If we think of an asymptote as a “line that a function resembles when the input or output is large,” then there are three types of asymptotes, just as there are three types of lines:

\begin{align*} \text {Vertical Asymptotes} \qquad &\leftrightarrow \qquad \text {Vertical Lines}\\ \text {Horizontal Aymptotes}\qquad &\leftrightarrow \qquad \text {Horizontal Lines} \\ \text {Slant Asymptotes}\qquad &\leftrightarrow \qquad \text {Slant Lines} \end{align*}

Here we’ve made up a new term “slant” line, meaning a line whose slope is neither zero, nor is it undefined. Let’s do a quick review of the different types of asymptotes:

Vertical asymptotes Recall, a function $f$ has a vertical asymptote at $x=a$ if at least one of the following hold:

$\lim _{x\to a} f(x) = \pm \infty $,
$\lim _{x\to a^+} f(x) = \pm \infty $,
$\lim _{x\to a^-} f(x) = \pm \infty $.

In this case, the asymptote is the vertical line

\[ x = a. \]

Horizontal asymptotes We have also seen that a function $f$ has a horizontal asymptote if

\[ \lim _{x\to \infty } f(x) = L \qquad \text {or}\qquad \lim _{x\to -\infty } f(x) = L, \]

and in this case, the asymptote is the horizontal line

\[ \l (x) = L. \]

Slant asymptotes On the other hand, a slant asymptote is a somewhat different beast.

If there is a nonhorizontal line $\l (x) = m\cdot x+b$ such that

\[ \lim _{x\to \infty }\left (f(x) - \l (x)\right ) = 0 \qquad \text {or}\qquad \lim _{x\to -\infty } \left ( f(x) - \l (x)\right ) = 0, \]

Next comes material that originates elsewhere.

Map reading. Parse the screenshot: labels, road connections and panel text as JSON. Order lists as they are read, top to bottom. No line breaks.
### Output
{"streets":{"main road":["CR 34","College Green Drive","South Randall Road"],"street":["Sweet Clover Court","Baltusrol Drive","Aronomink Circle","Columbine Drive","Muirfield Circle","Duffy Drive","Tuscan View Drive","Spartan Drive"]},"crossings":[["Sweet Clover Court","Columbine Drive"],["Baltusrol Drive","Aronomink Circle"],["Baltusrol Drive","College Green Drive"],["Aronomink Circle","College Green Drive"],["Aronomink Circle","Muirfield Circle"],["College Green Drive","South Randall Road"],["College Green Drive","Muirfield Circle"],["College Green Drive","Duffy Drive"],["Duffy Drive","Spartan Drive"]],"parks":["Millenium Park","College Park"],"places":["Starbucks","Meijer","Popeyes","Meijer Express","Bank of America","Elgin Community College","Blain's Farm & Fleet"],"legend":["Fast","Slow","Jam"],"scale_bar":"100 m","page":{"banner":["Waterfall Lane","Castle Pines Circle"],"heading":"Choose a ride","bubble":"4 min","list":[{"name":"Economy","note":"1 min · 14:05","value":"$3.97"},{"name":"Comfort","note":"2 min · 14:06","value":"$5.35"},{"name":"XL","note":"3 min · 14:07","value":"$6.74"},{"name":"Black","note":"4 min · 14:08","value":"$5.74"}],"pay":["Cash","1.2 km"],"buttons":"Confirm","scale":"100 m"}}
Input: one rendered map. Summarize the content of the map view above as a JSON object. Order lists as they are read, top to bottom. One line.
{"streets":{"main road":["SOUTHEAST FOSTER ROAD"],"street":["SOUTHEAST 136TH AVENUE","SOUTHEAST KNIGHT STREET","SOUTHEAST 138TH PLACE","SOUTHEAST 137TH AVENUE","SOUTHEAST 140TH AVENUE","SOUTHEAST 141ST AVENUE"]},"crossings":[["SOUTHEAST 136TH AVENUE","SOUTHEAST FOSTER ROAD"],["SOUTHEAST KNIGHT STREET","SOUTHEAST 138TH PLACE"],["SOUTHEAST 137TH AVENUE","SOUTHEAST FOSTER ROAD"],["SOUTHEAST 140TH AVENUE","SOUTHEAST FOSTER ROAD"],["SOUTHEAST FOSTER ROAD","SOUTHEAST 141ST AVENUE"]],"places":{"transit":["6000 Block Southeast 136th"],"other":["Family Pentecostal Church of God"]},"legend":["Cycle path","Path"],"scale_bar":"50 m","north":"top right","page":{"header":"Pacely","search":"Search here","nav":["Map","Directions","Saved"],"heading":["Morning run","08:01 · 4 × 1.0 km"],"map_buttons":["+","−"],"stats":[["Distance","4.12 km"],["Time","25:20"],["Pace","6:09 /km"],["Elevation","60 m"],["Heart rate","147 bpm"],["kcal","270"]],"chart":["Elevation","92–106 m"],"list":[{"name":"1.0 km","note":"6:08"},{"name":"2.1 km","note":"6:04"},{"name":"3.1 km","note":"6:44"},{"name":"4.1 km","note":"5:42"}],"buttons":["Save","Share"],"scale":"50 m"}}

then $\l $ is a slant asymptote for $f$.

Consider the graph of the following function.

What is the slant asymptote of this function?

\[ \l (x) = \answer {x/2 -1} \]

To analytically find slant asymptotes, one must find the required information to determine a line:

The slope.
The $y$-intercept.

While there are several ways to do this, we will give a method that is fairly general.

Find the slant asymptote of

\[ f(x) = \frac {3x^2+x+2}{x+2}. \]

We are looking to see if there is a line $\l $ such that

\[ \lim _{x\to \infty }\left (f(x) - \l (x)\right ) = 0\qquad \text {or}\qquad \lim _{x\to -\infty } \left ( f(x) - \l (x)\right ) = 0. \]

First, let’s consider the limit as $x$ approaches positive infinity. We will imagine that we have such a line

\[ \l (x) = m\cdot x + b \]

and attempt to find the correct values for $m$ and $b$. Let’s look again at our limit. We are assuming:

\[ \lim _{x \to \infty } \left (\frac {3x^2 + x + 2}{x+2} - (mx + b) \right ) = 0. \]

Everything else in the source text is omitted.